The way my oldest is so fearless—always climbing higher than is safe, going faster than is reasonable, and attempting things he sees kids twice his age struggle to pull off. To parent that fearlessness now is terrifying. And exhausting. And stressful.
The way my youngest is such a perfectionist—easily angered when his first attempt is unsuccessful. Whether writing his letters or singing a song or riding a bike, if it doesn’t look exactly how he wants it to look on the very first try, he’s out. Slams the pencil on the table, throws the bike to the ground, explodes into a fit of rage and storms off. It’s heartbreaking. And counterproductive. And maddening.
I'm tempted to try to squash these difficult behaviors. I could tell my oldest he’s not allowed to climb higher than my head, or refuse to take him to the skate park until he’s older, or make him wear full body pads. I could punish my youngest when he slams his pencil down or force him to try again on my terms instead of his own. And some days I fall to that temptation. Some days I reduce the job of parenting to making it about what I can withstand, what I have the energy to deal with.
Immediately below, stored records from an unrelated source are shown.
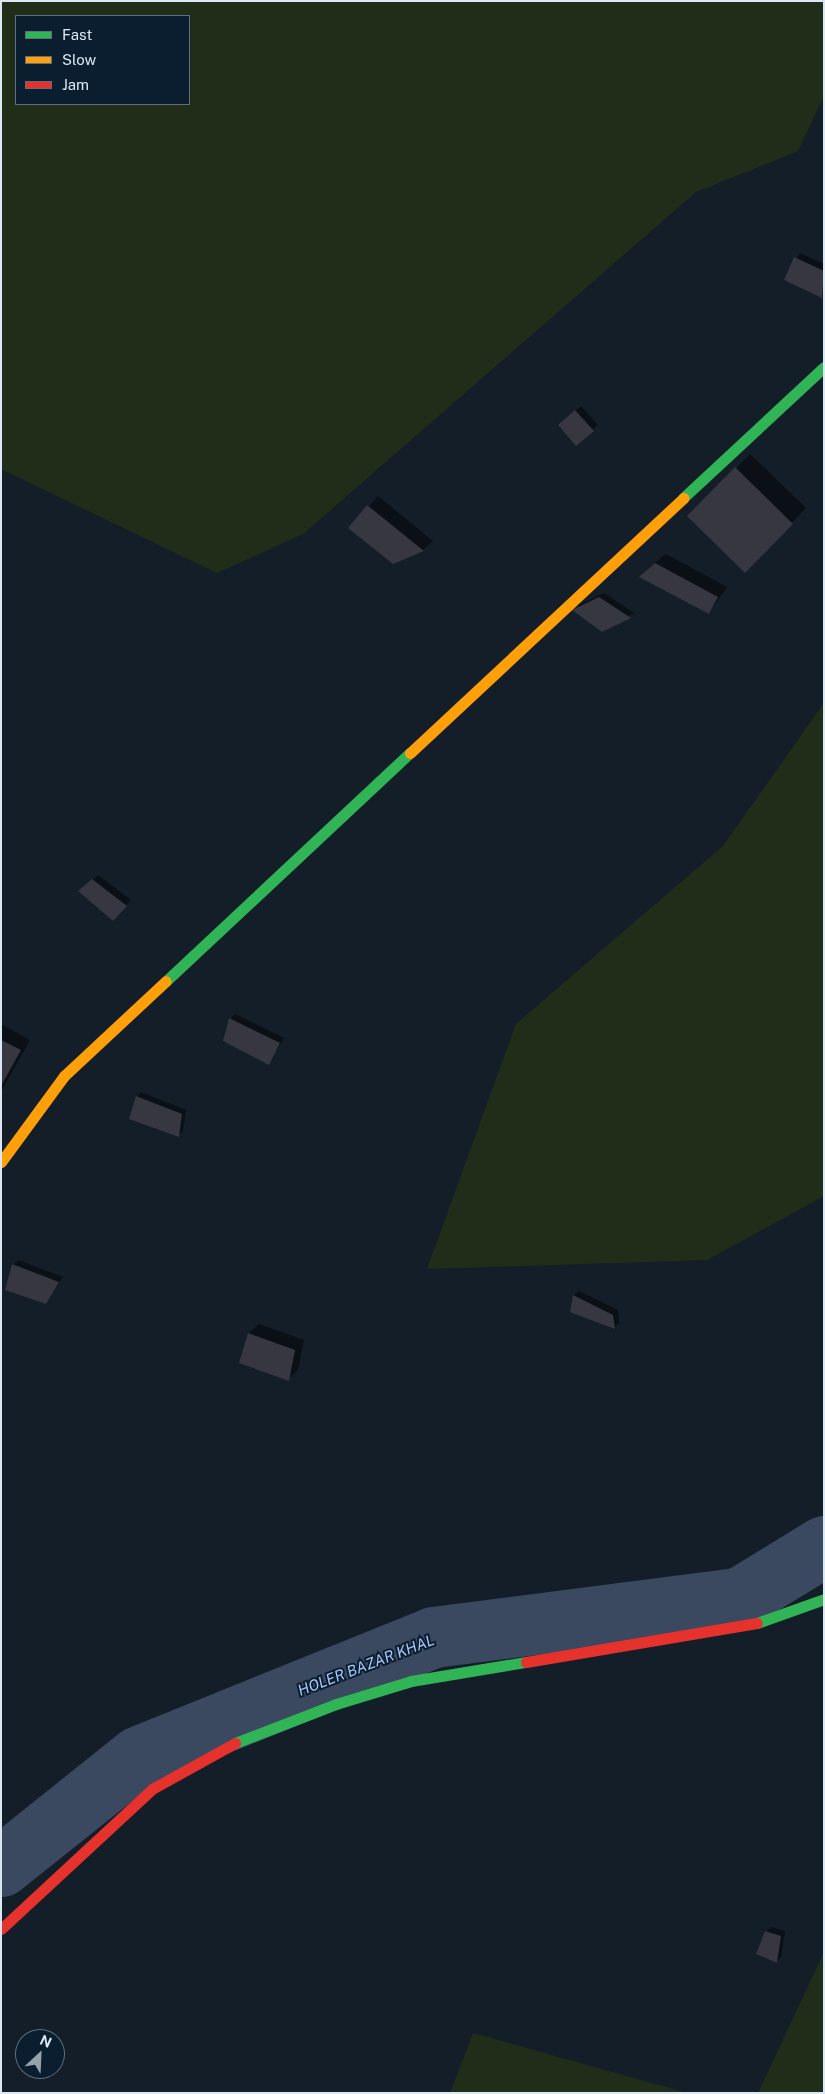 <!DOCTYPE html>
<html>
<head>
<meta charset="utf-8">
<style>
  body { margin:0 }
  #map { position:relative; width:825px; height:2094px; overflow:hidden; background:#131e28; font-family:"Public Sans",sans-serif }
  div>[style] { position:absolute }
  .green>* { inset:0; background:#202e19 }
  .shadow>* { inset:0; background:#0007 }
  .river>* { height:61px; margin:-30.5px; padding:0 30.5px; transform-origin:30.5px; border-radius:30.5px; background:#3a4860 }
  .building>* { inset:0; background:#363741 }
  .fast>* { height:11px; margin:-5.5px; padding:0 5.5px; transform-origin:5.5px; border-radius:5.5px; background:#30b455 }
  .slow>* { height:11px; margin:-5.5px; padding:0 5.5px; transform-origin:5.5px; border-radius:5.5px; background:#ff9f0a }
  .jam>* { height:11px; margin:-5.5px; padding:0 5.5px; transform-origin:5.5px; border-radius:5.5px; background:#e5322d }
  span { translate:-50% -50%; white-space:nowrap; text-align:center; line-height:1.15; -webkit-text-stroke:4px #0b1e30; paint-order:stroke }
  .water-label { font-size:15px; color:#acc7fa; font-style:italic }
  .frame { position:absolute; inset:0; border:2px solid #dbe7f3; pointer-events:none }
  .legend { position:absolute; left:15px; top:15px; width:175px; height:90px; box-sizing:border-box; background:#0b1e30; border:1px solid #5e6e7e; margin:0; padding:6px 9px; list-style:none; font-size:15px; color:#dbe7f3 }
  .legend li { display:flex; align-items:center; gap:10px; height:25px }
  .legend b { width:25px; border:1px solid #5e6e7e }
  .north { position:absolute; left:15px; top:2029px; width:50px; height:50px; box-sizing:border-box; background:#0b1e30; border:1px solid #5e6e7e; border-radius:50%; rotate:25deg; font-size:14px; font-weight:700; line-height:20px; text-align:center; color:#dbe7f3 }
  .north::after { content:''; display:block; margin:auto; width:18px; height:22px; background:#95a1ac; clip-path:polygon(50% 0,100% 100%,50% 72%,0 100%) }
</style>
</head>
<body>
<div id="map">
  <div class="green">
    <i style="clip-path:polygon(evenodd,1px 1px,824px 1px,824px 96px,798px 151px,696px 192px,303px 534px,217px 573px,1px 469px,1px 1px,16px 16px,189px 16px,189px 104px,16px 104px,16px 16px)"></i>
    <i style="clip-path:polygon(824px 703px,824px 1196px,707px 1260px,427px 1269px,516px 1024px,723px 846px)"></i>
    <i style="clip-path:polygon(824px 1952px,824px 2093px,758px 2093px)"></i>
    <i style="clip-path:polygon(473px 2033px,687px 2093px,450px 2093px)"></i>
  </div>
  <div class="shadow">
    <i style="clip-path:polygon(800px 253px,824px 264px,822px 296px,785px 279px)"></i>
    <i style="clip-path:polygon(581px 406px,598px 425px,576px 444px,564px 420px)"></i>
    <i style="clip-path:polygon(750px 454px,806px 508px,745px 571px,689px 516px)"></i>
    <i style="clip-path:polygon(378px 496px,433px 541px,423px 550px,393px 563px,350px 528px)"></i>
    <i style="clip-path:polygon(666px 554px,727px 587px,709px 613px,650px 567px)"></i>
    <i style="clip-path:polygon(604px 593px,634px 613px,602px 631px,578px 605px)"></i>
    <i style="clip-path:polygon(98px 875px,131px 900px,113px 919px,80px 891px)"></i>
    <i style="clip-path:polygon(235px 1014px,284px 1038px,269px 1063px,230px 1019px)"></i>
    <i style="clip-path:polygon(1px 1024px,30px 1040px,1px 1092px)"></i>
    <i style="clip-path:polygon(141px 1092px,186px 1110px,183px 1131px,178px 1136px,137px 1097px)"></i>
    <i style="clip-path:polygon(18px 1260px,63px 1277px,46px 1302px,13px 1265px)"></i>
    <i style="clip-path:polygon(579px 1291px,618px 1310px,619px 1323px,615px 1327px,571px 1311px,574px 1295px)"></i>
    <i style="clip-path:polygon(259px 1324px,304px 1340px,298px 1370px,288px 1379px,240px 1362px,249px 1333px)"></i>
    <i style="clip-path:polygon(771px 1927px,785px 1931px,781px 1957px,777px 1961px,766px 1932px)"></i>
  </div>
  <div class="river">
    <i style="left:1px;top:1866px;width:176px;rotate:-38.6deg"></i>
    <i style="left:139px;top:1756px;width:317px;rotate:-22deg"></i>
    <i style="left:433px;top:1637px;width:308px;rotate:-7.3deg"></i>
    <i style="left:739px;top:1598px;width:100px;rotate:-31.5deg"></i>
  </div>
  <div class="building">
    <i style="clip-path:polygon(794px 257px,824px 271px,822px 298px,784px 280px)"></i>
    <i style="clip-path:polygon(575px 410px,594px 431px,576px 446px,558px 425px)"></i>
    <i style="clip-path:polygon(735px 467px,793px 524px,745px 573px,687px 516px)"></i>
    <i style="clip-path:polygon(367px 505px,424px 551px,393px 564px,348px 528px)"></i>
    <i style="clip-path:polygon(655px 563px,718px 597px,709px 614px,639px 577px)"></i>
    <i style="clip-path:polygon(599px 597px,631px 618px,602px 632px,572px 610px)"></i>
    <i style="clip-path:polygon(92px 879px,127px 906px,113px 921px,78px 891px)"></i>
    <i style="clip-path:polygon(229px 1018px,280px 1043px,269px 1065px,223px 1041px)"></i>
    <i style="clip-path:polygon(1px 1040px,21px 1050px,1px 1086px)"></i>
    <i style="clip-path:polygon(136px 1096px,182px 1114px,179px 1137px,129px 1119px)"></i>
    <i style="clip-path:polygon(12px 1264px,59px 1282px,46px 1304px,5px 1290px)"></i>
    <i style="clip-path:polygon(573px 1295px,613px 1315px,615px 1329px,570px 1312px)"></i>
    <i style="clip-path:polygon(248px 1333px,295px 1350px,289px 1381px,239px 1363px)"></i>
    <i style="clip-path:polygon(765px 1931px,781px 1936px,777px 1963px,756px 1954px)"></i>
  </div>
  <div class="fast">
    <i style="left:683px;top:498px;width:192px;rotate:-42.9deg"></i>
    <i style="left:166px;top:981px;width:334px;rotate:-43.1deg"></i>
    <i style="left:757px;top:1623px;width:71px;rotate:-19.7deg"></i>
    <i style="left:235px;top:1743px;width:108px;rotate:-21.1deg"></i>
    <i style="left:336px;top:1704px;width:78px;rotate:-17deg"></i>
    <i style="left:411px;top:1681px;width:117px;rotate:-9.4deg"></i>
  </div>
  <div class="slow">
    <i style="left:410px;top:753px;width:374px;rotate:-43deg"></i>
    <i style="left:1px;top:1162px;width:107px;rotate:-53.8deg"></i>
    <i style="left:64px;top:1076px;width:139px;rotate:-43deg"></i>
  </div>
  <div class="jam">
    <i style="left:526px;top:1662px;width:234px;rotate:-9.6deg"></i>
    <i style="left:1px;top:1929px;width:206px;rotate:-42.8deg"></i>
    <i style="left:152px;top:1789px;width:95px;rotate:-29deg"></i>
  </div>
  <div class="water-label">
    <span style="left:366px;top:1665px;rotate:-21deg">HOLER BAZAR KHAL</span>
  </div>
  <div class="frame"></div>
  <ul class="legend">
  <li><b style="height:6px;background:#30b455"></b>Fast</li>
  <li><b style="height:6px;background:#ff9f0a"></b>Slow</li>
  <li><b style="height:6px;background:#e5322d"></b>Jam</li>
  </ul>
  <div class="north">N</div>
</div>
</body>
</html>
It would certainly make my job easier as their mom if the oldest was more careful and the youngest was more gracious.
But these things that can feel like the worst things about them right now just might be the best things about them later.
Maybe my oldest will be an entrepreneur one day. Maybe people will tell him he’s too inexperienced or his idea is too crazy or his goal is too big. And maybe he’ll climb to the top anyways, just as uninterested in pleasing the naysayers or following the rules as he’s always been.
Maybe my youngest will be an inventor one day, or a surgeon. Maybe his classmates will be happy to do the bare minimum just to get a passing grade, or maybe someone will tell him to give up. And maybe he’ll just keep holding himself to the highest standard he can imagine, refusing to accept anything less than a perfect execution of whatever it is he decides to devote himself to.
My role is to help them play the long game. To parent the fearlessness in a way that keeps him safe, but brave. To parent the perfectionism in a way that encourages grace, but remains uncompromising. I take my risk-taker skiing and I give up on telling him to slow down, reminding myself that the best I can do is hope he’ll listen to his uh-oh feeling. I color pictures with my perfectionist, giving him fresh page after fresh page in his pursuit to get it right, hoping he sees how all his practice is paying off.
My job isn’t simply to enjoy it while I can, despite what the nice grandmothers at the grocery store tell me. The work of motherhood is about mothering, after all. Raising them up, and raising them right. Seeing them for who they are, not just what would be most enjoyable for me to parent. And beyond just seeing who they are, celebrating it. Even the things that drive me crazy right now—and maybe especially those things.
In the hardship there is goodness. In the worst things hide the best things. All they need is time.